*** DATA IN THIS EXERCISE
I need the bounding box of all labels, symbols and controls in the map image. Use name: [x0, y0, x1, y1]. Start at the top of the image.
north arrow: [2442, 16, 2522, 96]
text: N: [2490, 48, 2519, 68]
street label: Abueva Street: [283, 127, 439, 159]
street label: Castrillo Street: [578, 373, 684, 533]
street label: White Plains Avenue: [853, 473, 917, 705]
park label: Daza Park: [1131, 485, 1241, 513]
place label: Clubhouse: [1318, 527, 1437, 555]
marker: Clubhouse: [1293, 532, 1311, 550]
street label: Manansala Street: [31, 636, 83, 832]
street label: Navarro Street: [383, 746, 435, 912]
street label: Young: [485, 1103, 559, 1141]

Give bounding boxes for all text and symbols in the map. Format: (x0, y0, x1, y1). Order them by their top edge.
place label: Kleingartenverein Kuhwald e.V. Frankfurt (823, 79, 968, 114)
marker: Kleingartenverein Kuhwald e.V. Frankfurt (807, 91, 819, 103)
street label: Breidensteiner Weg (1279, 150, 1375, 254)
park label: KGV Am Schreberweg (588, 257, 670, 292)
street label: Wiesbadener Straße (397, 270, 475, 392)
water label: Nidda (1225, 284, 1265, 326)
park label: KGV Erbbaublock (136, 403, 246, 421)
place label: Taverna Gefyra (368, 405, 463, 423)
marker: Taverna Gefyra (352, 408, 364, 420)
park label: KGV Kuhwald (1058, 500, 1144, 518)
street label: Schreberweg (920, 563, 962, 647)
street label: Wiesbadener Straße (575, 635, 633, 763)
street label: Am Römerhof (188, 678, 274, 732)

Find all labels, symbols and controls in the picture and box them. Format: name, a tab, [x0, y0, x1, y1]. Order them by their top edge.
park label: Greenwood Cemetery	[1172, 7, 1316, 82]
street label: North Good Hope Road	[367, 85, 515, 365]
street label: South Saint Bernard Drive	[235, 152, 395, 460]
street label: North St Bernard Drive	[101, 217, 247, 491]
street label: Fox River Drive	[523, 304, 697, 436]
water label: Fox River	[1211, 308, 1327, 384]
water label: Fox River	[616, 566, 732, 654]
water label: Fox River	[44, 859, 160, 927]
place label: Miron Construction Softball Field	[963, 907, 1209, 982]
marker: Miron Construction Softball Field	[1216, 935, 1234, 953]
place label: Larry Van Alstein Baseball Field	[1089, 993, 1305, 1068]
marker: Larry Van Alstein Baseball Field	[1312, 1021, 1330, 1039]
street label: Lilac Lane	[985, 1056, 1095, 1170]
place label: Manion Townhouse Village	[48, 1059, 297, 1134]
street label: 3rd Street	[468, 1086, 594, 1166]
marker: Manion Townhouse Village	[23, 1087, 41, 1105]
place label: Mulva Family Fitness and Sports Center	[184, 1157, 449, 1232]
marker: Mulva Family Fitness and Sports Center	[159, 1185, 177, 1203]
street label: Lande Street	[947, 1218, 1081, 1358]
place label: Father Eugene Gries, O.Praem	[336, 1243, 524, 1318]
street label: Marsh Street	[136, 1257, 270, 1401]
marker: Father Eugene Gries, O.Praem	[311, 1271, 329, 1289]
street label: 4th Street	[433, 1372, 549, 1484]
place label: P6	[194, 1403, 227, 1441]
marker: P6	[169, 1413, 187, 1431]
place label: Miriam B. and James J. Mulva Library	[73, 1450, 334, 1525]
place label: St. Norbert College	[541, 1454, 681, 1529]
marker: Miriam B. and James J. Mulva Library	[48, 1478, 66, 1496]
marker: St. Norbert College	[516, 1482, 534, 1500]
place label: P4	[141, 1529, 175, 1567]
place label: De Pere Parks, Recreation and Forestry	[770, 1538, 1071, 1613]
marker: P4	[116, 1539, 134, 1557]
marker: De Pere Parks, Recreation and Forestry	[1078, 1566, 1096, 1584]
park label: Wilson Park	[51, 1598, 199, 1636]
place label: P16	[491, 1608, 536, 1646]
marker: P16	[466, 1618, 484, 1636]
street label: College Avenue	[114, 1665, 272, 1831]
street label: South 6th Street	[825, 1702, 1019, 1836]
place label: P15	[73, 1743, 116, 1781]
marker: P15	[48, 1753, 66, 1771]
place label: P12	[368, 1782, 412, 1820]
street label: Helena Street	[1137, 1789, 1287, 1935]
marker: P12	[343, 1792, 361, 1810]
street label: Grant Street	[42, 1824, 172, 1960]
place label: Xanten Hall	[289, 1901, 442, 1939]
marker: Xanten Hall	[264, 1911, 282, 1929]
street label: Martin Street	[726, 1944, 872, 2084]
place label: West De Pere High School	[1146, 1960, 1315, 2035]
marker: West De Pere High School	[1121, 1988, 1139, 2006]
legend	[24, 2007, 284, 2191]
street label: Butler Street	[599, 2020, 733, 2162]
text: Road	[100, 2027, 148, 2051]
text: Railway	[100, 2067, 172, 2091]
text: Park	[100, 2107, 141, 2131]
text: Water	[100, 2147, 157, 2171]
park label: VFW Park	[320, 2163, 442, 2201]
******
**WHAT NEEDS TO BE DONE:** Word for word, write out the entries above again.

**RESULT:**
I need the bounding box of all labels, symbols and controls in the map image. Use name: [x0, y0, x1, y1]. Start at the top of the image.
north arrow: [2442, 16, 2522, 96]
text: N: [2490, 48, 2519, 68]
street label: Abueva Street: [283, 127, 439, 159]
street label: Castrillo Street: [578, 373, 684, 533]
street label: White Plains Avenue: [853, 473, 917, 705]
park label: Daza Park: [1131, 485, 1241, 513]
place label: Clubhouse: [1318, 527, 1437, 555]
marker: Clubhouse: [1293, 532, 1311, 550]
street label: Manansala Street: [31, 636, 83, 832]
street label: Navarro Street: [383, 746, 435, 912]
street label: Young: [485, 1103, 559, 1141]

Give bounding boxes for all text and symbols in the map. Format: (x0, y0, x1, y1). Order them by their top edge.
place label: Kleingartenverein Kuhwald e.V. Frankfurt (823, 79, 968, 114)
marker: Kleingartenverein Kuhwald e.V. Frankfurt (807, 91, 819, 103)
street label: Breidensteiner Weg (1279, 150, 1375, 254)
park label: KGV Am Schreberweg (588, 257, 670, 292)
street label: Wiesbadener Straße (397, 270, 475, 392)
water label: Nidda (1225, 284, 1265, 326)
park label: KGV Erbbaublock (136, 403, 246, 421)
place label: Taverna Gefyra (368, 405, 463, 423)
marker: Taverna Gefyra (352, 408, 364, 420)
park label: KGV Kuhwald (1058, 500, 1144, 518)
street label: Schreberweg (920, 563, 962, 647)
street label: Wiesbadener Straße (575, 635, 633, 763)
street label: Am Römerhof (188, 678, 274, 732)

Find all labels, symbols and controls in the picture and box them. Format: name, a tab, [x0, y0, x1, y1]. Order them by their top edge.
park label: Greenwood Cemetery	[1172, 7, 1316, 82]
street label: North Good Hope Road	[367, 85, 515, 365]
street label: South Saint Bernard Drive	[235, 152, 395, 460]
street label: North St Bernard Drive	[101, 217, 247, 491]
street label: Fox River Drive	[523, 304, 697, 436]
water label: Fox River	[1211, 308, 1327, 384]
water label: Fox River	[616, 566, 732, 654]
water label: Fox River	[44, 859, 160, 927]
place label: Miron Construction Softball Field	[963, 907, 1209, 982]
marker: Miron Construction Softball Field	[1216, 935, 1234, 953]
place label: Larry Van Alstein Baseball Field	[1089, 993, 1305, 1068]
marker: Larry Van Alstein Baseball Field	[1312, 1021, 1330, 1039]
street label: Lilac Lane	[985, 1056, 1095, 1170]
place label: Manion Townhouse Village	[48, 1059, 297, 1134]
street label: 3rd Street	[468, 1086, 594, 1166]
marker: Manion Townhouse Village	[23, 1087, 41, 1105]
place label: Mulva Family Fitness and Sports Center	[184, 1157, 449, 1232]
marker: Mulva Family Fitness and Sports Center	[159, 1185, 177, 1203]
street label: Lande Street	[947, 1218, 1081, 1358]
place label: Father Eugene Gries, O.Praem	[336, 1243, 524, 1318]
street label: Marsh Street	[136, 1257, 270, 1401]
marker: Father Eugene Gries, O.Praem	[311, 1271, 329, 1289]
street label: 4th Street	[433, 1372, 549, 1484]
place label: P6	[194, 1403, 227, 1441]
marker: P6	[169, 1413, 187, 1431]
place label: Miriam B. and James J. Mulva Library	[73, 1450, 334, 1525]
place label: St. Norbert College	[541, 1454, 681, 1529]
marker: Miriam B. and James J. Mulva Library	[48, 1478, 66, 1496]
marker: St. Norbert College	[516, 1482, 534, 1500]
place label: P4	[141, 1529, 175, 1567]
place label: De Pere Parks, Recreation and Forestry	[770, 1538, 1071, 1613]
marker: P4	[116, 1539, 134, 1557]
marker: De Pere Parks, Recreation and Forestry	[1078, 1566, 1096, 1584]
park label: Wilson Park	[51, 1598, 199, 1636]
place label: P16	[491, 1608, 536, 1646]
marker: P16	[466, 1618, 484, 1636]
street label: College Avenue	[114, 1665, 272, 1831]
street label: South 6th Street	[825, 1702, 1019, 1836]
place label: P15	[73, 1743, 116, 1781]
marker: P15	[48, 1753, 66, 1771]
place label: P12	[368, 1782, 412, 1820]
street label: Helena Street	[1137, 1789, 1287, 1935]
marker: P12	[343, 1792, 361, 1810]
street label: Grant Street	[42, 1824, 172, 1960]
place label: Xanten Hall	[289, 1901, 442, 1939]
marker: Xanten Hall	[264, 1911, 282, 1929]
street label: Martin Street	[726, 1944, 872, 2084]
place label: West De Pere High School	[1146, 1960, 1315, 2035]
marker: West De Pere High School	[1121, 1988, 1139, 2006]
legend	[24, 2007, 284, 2191]
street label: Butler Street	[599, 2020, 733, 2162]
text: Road	[100, 2027, 148, 2051]
text: Railway	[100, 2067, 172, 2091]
text: Park	[100, 2107, 141, 2131]
text: Water	[100, 2147, 157, 2171]
park label: VFW Park	[320, 2163, 442, 2201]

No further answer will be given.